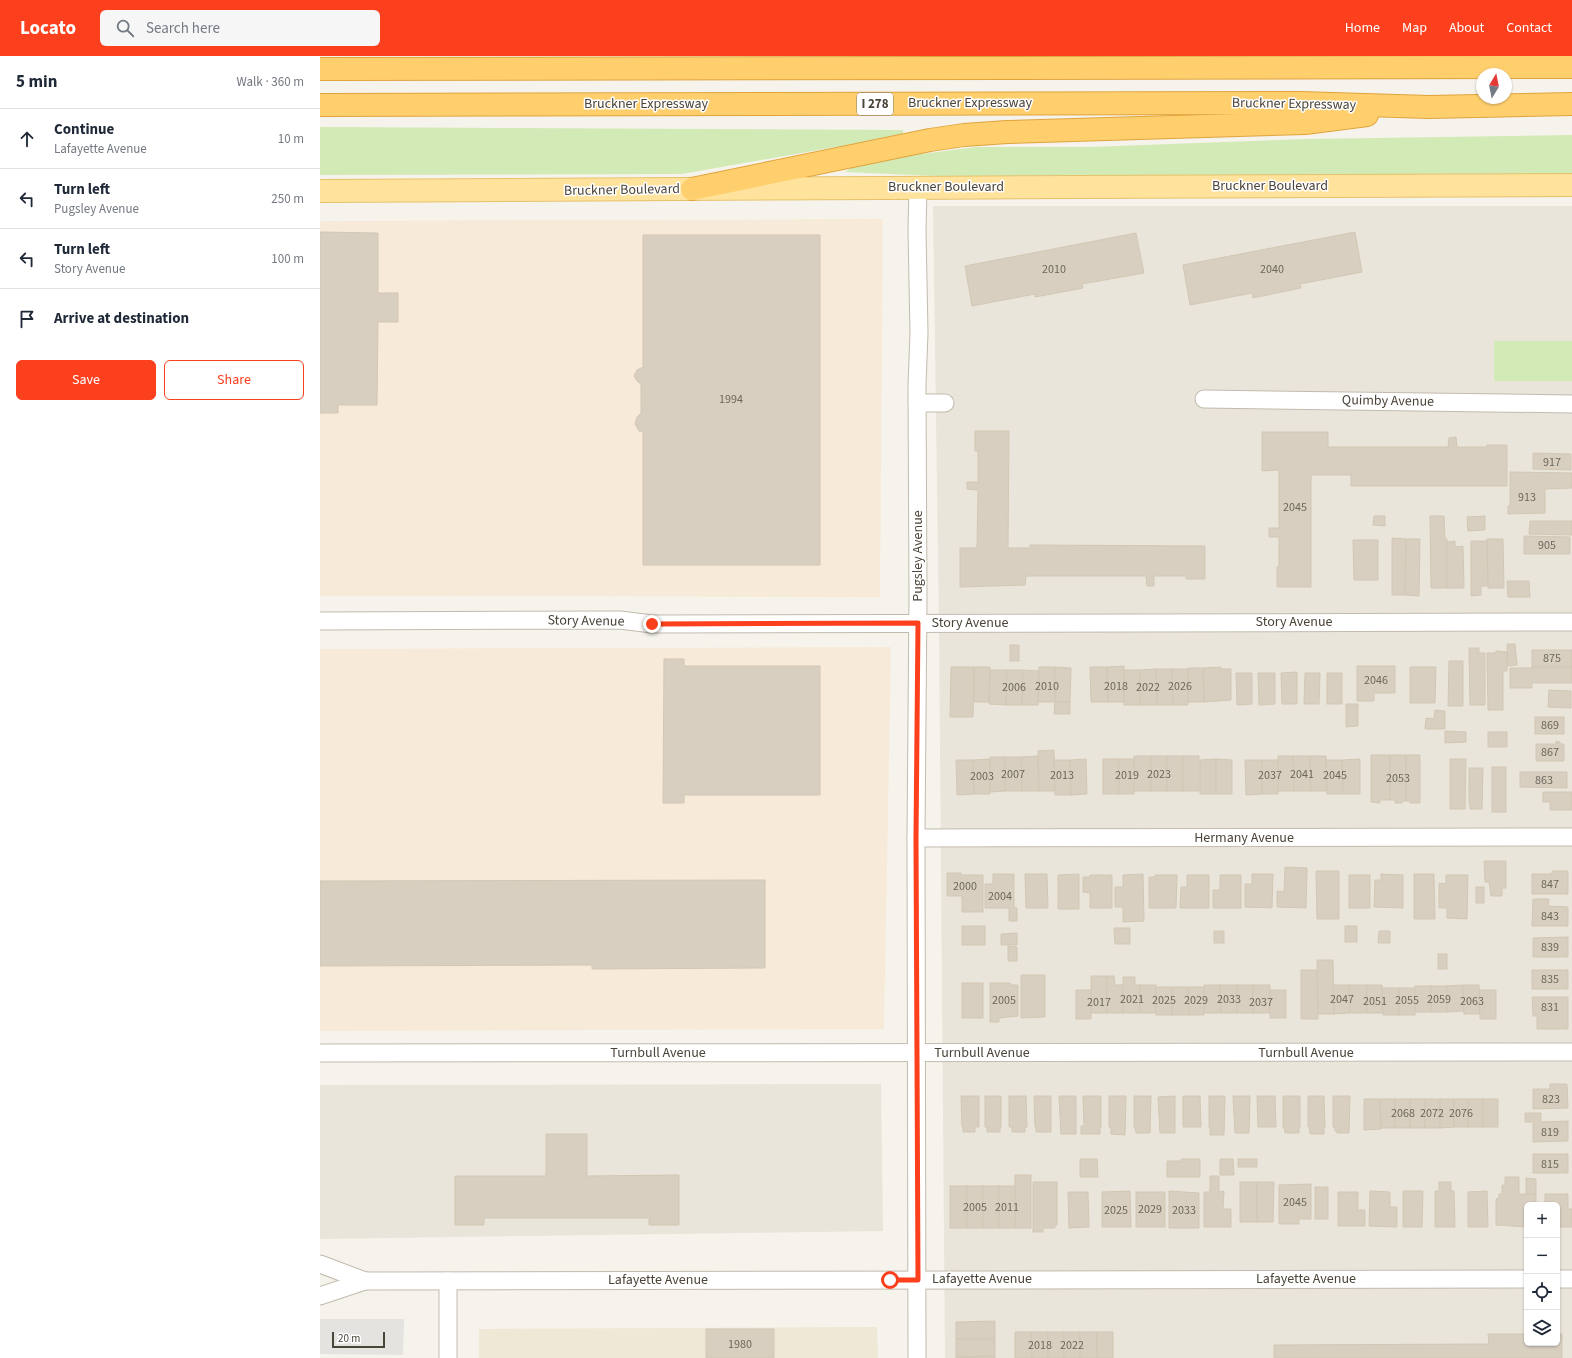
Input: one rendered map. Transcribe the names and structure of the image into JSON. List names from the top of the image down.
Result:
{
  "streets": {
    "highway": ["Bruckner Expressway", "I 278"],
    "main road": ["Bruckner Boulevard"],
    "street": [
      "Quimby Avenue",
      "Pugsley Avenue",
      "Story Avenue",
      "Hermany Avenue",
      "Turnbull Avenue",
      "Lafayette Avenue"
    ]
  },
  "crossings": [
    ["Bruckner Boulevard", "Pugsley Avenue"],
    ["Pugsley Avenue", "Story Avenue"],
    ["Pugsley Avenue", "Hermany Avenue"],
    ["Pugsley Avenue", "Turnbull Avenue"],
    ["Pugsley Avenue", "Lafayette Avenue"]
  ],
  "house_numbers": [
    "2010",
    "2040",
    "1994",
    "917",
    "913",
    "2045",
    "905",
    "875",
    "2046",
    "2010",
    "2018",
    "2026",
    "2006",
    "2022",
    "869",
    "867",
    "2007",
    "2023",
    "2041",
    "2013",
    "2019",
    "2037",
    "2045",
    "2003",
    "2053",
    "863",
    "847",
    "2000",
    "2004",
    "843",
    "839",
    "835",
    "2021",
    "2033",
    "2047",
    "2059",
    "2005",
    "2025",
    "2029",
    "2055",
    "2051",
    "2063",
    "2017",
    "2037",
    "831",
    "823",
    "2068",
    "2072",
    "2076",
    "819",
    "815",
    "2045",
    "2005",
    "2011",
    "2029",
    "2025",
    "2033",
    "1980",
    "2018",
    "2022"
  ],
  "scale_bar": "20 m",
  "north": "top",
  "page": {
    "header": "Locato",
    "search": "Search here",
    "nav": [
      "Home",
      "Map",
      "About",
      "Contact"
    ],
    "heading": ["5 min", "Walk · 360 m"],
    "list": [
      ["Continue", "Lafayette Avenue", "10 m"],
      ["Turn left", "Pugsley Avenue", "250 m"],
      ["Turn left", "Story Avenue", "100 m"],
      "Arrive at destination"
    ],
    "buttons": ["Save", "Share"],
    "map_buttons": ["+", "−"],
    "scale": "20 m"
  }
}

### WHAT TO WORK ON
Line for line, retype the material exactly, omitting any pictures.

### OUTPUT OF THE EXERCISE
Input: one rendered map. Transcribe the names and structure of the image into JSON. List names from the top of the image down.
Result:
{
  "streets": {
    "highway": ["Bruckner Expressway", "I 278"],
    "main road": ["Bruckner Boulevard"],
    "street": [
      "Quimby Avenue",
      "Pugsley Avenue",
      "Story Avenue",
      "Hermany Avenue",
      "Turnbull Avenue",
      "Lafayette Avenue"
    ]
  },
  "crossings": [
    ["Bruckner Boulevard", "Pugsley Avenue"],
    ["Pugsley Avenue", "Story Avenue"],
    ["Pugsley Avenue", "Hermany Avenue"],
    ["Pugsley Avenue", "Turnbull Avenue"],
    ["Pugsley Avenue", "Lafayette Avenue"]
  ],
  "house_numbers": [
    "2010",
    "2040",
    "1994",
    "917",
    "913",
    "2045",
    "905",
    "875",
    "2046",
    "2010",
    "2018",
    "2026",
    "2006",
    "2022",
    "869",
    "867",
    "2007",
    "2023",
    "2041",
    "2013",
    "2019",
    "2037",
    "2045",
    "2003",
    "2053",
    "863",
    "847",
    "2000",
    "2004",
    "843",
    "839",
    "835",
    "2021",
    "2033",
    "2047",
    "2059",
    "2005",
    "2025",
    "2029",
    "2055",
    "2051",
    "2063",
    "2017",
    "2037",
    "831",
    "823",
    "2068",
    "2072",
    "2076",
    "819",
    "815",
    "2045",
    "2005",
    "2011",
    "2029",
    "2025",
    "2033",
    "1980",
    "2018",
    "2022"
  ],
  "scale_bar": "20 m",
  "north": "top",
  "page": {
    "header": "Locato",
    "search": "Search here",
    "nav": [
      "Home",
      "Map",
      "About",
      "Contact"
    ],
    "heading": ["5 min", "Walk · 360 m"],
    "list": [
      ["Continue", "Lafayette Avenue", "10 m"],
      ["Turn left", "Pugsley Avenue", "250 m"],
      ["Turn left", "Story Avenue", "100 m"],
      "Arrive at destination"
    ],
    "buttons": ["Save", "Share"],
    "map_buttons": ["+", "−"],
    "scale": "20 m"
  }
}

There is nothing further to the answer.